Provided entries »

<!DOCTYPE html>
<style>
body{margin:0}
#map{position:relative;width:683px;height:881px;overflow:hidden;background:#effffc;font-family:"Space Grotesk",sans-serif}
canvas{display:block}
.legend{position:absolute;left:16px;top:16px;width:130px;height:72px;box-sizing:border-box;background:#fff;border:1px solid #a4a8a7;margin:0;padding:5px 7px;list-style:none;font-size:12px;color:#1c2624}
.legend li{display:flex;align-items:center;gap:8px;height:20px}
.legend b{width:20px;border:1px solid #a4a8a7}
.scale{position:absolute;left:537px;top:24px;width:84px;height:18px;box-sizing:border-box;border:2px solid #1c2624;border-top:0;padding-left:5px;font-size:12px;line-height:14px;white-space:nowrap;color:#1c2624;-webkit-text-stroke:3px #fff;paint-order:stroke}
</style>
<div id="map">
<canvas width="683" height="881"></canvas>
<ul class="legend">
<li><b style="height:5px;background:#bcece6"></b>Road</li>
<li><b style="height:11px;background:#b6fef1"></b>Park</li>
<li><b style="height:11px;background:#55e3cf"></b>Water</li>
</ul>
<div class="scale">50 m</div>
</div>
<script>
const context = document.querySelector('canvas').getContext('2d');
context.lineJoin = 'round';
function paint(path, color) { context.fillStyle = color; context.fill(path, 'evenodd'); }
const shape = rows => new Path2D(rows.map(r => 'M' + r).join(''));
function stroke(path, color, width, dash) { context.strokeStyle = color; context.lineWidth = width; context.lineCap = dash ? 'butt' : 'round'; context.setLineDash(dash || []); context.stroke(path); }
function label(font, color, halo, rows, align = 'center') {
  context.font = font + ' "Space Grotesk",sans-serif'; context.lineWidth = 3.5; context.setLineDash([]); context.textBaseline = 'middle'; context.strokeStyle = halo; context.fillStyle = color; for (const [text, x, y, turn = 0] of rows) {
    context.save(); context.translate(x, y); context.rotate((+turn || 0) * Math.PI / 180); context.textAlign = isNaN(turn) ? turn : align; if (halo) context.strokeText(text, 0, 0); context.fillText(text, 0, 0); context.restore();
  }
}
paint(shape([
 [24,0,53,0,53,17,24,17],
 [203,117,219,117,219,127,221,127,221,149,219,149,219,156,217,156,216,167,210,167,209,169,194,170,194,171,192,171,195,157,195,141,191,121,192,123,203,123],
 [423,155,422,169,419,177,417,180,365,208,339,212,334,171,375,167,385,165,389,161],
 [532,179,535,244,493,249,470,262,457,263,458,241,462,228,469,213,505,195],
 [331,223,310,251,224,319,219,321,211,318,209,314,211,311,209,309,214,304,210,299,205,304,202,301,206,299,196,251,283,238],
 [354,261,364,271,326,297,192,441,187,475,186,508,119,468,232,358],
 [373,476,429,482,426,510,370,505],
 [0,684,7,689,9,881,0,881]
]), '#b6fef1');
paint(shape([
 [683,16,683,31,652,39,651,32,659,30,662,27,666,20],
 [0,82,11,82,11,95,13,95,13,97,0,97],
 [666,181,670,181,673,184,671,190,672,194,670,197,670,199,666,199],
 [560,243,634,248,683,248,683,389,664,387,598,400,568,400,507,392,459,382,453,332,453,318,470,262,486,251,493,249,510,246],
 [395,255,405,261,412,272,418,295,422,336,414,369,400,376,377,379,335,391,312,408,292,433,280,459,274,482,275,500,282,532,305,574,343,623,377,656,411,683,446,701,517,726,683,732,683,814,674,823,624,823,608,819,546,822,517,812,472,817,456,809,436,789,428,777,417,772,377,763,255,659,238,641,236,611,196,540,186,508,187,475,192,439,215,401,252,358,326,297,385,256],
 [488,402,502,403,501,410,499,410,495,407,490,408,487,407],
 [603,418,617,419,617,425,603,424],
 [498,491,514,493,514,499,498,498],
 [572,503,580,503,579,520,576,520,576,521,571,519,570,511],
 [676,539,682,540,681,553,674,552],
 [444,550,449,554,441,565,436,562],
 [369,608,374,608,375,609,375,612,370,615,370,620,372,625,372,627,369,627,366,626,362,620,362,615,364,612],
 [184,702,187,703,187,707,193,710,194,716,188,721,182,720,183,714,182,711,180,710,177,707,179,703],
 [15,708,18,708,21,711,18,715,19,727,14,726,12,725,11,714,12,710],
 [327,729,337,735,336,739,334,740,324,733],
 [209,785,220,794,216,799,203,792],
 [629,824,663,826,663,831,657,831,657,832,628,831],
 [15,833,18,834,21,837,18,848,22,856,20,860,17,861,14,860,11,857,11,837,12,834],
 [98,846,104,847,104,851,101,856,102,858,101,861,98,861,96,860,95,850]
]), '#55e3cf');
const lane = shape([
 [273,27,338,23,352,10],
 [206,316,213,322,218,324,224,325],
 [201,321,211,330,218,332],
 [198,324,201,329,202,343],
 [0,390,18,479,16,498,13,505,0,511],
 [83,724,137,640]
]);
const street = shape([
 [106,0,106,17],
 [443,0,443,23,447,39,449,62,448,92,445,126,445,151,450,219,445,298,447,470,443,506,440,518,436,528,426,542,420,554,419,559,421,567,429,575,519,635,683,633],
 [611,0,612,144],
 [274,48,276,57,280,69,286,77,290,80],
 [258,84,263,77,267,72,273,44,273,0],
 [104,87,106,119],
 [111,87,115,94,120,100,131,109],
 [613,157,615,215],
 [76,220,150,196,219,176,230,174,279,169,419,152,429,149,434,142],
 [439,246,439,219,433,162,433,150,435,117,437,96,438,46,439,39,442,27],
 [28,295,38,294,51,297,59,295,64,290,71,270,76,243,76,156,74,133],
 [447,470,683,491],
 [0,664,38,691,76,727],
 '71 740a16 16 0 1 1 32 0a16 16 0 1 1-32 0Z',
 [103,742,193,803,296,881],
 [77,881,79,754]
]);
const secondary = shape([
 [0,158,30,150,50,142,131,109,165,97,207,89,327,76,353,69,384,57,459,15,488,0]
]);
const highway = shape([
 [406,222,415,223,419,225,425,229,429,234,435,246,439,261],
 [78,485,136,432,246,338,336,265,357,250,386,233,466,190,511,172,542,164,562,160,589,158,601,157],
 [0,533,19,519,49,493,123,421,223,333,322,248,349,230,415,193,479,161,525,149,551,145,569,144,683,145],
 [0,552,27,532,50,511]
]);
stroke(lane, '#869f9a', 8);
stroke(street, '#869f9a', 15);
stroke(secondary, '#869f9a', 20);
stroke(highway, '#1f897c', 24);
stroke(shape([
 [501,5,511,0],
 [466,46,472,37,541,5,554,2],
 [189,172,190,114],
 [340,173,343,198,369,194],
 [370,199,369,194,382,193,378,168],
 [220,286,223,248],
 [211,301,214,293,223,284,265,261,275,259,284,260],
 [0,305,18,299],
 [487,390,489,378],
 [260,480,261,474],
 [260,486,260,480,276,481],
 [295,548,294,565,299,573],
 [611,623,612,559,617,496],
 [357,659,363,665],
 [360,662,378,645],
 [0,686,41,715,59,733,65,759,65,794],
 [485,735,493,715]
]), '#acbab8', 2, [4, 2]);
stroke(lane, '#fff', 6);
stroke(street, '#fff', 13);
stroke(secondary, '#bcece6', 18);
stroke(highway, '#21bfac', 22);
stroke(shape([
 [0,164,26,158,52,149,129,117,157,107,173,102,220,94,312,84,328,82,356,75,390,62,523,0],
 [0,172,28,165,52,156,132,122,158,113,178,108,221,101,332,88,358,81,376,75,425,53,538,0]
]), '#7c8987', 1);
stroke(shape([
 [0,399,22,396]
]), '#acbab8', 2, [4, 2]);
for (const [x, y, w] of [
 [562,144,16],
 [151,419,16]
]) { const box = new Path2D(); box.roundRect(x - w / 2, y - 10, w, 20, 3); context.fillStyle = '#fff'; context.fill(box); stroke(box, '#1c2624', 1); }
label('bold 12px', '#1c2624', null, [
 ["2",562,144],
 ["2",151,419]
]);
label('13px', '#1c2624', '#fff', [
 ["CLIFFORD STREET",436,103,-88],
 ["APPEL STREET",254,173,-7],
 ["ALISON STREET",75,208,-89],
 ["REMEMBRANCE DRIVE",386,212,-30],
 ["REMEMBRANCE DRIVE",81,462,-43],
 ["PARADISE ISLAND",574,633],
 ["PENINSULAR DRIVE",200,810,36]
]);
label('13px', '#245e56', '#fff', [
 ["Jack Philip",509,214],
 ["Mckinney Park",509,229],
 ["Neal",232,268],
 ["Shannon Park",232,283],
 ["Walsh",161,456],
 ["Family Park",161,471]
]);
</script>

--

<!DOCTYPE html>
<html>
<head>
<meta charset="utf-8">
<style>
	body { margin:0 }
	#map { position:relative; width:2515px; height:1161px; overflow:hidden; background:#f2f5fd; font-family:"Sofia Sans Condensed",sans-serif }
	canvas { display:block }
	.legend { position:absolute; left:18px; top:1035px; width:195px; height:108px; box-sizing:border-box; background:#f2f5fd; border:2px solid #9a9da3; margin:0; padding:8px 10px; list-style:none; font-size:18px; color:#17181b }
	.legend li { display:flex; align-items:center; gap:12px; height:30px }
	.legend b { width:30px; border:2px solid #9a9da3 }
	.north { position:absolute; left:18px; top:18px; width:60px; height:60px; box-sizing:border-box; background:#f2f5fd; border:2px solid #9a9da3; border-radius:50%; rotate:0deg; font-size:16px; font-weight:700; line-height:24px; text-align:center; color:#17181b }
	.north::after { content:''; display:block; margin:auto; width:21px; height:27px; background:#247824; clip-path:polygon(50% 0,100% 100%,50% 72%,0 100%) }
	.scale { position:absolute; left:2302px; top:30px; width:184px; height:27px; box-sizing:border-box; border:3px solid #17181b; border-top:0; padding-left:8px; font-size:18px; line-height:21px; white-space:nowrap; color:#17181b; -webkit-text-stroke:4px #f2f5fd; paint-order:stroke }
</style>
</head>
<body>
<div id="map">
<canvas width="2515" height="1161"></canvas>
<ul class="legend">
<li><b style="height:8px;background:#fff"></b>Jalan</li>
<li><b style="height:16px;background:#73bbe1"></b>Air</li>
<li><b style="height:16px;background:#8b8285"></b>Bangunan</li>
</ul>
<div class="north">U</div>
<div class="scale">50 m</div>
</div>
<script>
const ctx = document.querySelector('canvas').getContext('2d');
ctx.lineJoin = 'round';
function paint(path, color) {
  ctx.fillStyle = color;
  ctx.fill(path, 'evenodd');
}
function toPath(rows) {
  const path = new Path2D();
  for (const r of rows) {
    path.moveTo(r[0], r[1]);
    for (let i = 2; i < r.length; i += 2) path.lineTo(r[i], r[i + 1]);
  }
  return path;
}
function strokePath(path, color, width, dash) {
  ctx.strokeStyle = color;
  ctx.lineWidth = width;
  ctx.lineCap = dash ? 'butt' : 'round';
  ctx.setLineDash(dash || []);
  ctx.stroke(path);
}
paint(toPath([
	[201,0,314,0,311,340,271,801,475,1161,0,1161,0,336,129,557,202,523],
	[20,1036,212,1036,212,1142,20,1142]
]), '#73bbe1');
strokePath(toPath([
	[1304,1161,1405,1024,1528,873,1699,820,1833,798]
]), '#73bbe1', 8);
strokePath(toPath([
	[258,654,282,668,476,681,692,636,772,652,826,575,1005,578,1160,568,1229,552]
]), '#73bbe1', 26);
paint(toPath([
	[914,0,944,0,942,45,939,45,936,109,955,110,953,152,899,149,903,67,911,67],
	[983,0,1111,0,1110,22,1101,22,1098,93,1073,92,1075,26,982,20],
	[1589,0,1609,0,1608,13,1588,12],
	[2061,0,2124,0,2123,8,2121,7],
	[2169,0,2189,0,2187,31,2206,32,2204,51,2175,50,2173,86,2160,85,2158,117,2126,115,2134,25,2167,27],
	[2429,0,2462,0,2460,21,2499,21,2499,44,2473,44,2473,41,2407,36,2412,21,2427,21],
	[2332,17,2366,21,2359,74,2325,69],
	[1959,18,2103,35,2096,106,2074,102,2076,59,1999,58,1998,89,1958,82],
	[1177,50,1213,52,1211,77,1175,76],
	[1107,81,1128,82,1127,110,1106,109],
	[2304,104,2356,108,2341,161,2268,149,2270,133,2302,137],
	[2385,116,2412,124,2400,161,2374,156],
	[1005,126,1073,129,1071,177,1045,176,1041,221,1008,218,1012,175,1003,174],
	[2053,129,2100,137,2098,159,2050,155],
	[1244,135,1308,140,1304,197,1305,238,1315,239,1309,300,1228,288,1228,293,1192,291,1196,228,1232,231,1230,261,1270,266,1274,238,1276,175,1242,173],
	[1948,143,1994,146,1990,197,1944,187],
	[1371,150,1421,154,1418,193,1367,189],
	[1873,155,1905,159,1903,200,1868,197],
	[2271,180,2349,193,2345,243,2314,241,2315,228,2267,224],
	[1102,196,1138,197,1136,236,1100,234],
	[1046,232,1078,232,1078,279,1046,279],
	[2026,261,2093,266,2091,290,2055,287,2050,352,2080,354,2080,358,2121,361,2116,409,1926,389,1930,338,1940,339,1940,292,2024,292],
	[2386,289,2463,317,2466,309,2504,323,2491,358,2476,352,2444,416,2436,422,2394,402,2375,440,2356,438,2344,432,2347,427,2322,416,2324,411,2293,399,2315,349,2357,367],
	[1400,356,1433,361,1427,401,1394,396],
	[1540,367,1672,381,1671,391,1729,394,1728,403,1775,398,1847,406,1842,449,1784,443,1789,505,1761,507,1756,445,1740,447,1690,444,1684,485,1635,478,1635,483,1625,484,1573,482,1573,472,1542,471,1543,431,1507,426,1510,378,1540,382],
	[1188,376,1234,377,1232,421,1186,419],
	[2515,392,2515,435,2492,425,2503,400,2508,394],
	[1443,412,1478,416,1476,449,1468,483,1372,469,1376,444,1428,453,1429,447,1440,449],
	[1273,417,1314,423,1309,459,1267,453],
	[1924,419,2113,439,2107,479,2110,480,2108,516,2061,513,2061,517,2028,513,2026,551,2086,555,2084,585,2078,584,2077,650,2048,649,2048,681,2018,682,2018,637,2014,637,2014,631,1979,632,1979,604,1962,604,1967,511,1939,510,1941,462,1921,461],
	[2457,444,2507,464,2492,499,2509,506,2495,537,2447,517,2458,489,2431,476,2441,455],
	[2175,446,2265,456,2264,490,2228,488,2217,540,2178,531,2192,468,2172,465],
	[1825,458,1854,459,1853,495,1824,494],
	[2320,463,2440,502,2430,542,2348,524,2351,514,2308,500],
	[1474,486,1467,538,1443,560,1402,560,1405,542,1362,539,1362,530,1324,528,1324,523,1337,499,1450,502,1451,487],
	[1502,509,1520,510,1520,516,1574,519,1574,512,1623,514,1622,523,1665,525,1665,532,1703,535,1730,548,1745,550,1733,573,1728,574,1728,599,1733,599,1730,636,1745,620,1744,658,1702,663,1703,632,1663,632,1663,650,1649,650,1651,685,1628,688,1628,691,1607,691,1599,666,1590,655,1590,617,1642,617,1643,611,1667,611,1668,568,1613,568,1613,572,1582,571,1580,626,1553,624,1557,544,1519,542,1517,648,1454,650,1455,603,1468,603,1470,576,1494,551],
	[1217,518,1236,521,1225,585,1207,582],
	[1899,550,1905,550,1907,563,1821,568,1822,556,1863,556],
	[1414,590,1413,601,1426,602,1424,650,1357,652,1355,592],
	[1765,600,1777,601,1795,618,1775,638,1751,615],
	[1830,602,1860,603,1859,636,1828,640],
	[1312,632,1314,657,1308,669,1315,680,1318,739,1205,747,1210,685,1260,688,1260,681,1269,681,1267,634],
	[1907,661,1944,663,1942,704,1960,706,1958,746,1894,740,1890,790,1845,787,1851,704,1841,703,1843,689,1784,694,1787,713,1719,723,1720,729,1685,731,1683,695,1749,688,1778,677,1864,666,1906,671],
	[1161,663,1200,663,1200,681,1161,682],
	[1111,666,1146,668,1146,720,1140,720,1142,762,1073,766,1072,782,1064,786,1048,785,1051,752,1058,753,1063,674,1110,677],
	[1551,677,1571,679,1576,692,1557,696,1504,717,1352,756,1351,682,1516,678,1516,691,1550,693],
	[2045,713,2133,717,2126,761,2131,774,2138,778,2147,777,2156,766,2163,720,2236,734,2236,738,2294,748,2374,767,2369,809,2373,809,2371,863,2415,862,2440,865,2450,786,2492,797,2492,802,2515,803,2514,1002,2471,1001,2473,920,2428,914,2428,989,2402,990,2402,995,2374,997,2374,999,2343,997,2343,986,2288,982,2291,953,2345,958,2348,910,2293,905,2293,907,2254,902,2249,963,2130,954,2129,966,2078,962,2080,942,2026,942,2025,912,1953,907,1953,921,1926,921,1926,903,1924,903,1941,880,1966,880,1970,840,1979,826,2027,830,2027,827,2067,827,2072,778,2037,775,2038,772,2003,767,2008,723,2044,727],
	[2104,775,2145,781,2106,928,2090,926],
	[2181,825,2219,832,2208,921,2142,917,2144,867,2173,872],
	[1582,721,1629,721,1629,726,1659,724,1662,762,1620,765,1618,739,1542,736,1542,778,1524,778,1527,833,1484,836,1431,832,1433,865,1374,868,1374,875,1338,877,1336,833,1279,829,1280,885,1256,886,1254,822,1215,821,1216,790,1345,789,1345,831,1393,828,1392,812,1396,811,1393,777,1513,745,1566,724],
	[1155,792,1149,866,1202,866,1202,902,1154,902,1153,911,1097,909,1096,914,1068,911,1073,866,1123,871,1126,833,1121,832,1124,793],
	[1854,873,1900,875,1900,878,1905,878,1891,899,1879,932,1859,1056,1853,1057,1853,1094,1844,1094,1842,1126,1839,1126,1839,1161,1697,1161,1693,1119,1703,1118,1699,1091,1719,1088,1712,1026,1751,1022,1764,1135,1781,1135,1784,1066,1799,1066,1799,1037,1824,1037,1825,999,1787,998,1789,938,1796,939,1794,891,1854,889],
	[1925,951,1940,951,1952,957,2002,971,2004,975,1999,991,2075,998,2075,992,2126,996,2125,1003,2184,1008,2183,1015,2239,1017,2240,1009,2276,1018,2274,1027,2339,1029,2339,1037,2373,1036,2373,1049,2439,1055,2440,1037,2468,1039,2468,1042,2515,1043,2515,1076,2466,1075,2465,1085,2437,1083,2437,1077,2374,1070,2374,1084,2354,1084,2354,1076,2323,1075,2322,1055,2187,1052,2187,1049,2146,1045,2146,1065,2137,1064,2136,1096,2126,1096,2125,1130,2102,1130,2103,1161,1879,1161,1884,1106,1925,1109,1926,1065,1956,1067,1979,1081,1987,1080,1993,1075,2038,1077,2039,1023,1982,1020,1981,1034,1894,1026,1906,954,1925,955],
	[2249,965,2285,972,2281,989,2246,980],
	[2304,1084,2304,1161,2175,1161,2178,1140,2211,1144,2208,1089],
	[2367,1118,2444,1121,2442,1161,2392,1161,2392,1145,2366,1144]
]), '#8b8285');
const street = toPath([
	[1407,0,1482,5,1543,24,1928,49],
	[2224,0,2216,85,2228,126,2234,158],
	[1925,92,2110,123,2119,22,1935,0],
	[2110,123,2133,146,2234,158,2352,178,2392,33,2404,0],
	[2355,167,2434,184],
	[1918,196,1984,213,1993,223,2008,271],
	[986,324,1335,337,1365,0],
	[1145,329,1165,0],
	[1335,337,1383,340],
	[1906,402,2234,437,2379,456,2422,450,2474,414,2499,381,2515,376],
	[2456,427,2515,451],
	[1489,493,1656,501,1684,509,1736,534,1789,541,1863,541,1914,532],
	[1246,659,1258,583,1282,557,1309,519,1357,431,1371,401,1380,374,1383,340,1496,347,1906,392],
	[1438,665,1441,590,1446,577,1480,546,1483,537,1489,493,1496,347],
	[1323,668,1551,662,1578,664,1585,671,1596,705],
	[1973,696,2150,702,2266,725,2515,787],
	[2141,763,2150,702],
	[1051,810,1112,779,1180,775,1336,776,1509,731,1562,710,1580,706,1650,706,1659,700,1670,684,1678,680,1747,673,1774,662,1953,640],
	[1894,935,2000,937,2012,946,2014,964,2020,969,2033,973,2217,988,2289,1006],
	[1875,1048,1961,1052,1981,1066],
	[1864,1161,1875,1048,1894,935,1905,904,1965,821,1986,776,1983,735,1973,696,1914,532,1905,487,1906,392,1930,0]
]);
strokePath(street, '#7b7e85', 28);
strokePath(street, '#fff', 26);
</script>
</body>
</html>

Aim of the task » Where does the string "halo" occur in the listing above? Return every line that contains it.

Response for this exercise »
function label(font, color, halo, rows, align = 'center') {
  context.font = font + ' "Space Grotesk",sans-serif'; context.lineWidth = 3.5; context.setLineDash([]); context.textBaseline = 'middle'; context.strokeStyle = halo; context.fillStyle = color; for (const [text, x, y, turn = 0] of rows) {
    context.save(); context.translate(x, y); context.rotate((+turn || 0) * Math.PI / 180); context.textAlign = isNaN(turn) ? turn : align; if (halo) context.strokeText(text, 0, 0); context.fillText(text, 0, 0); context.restore();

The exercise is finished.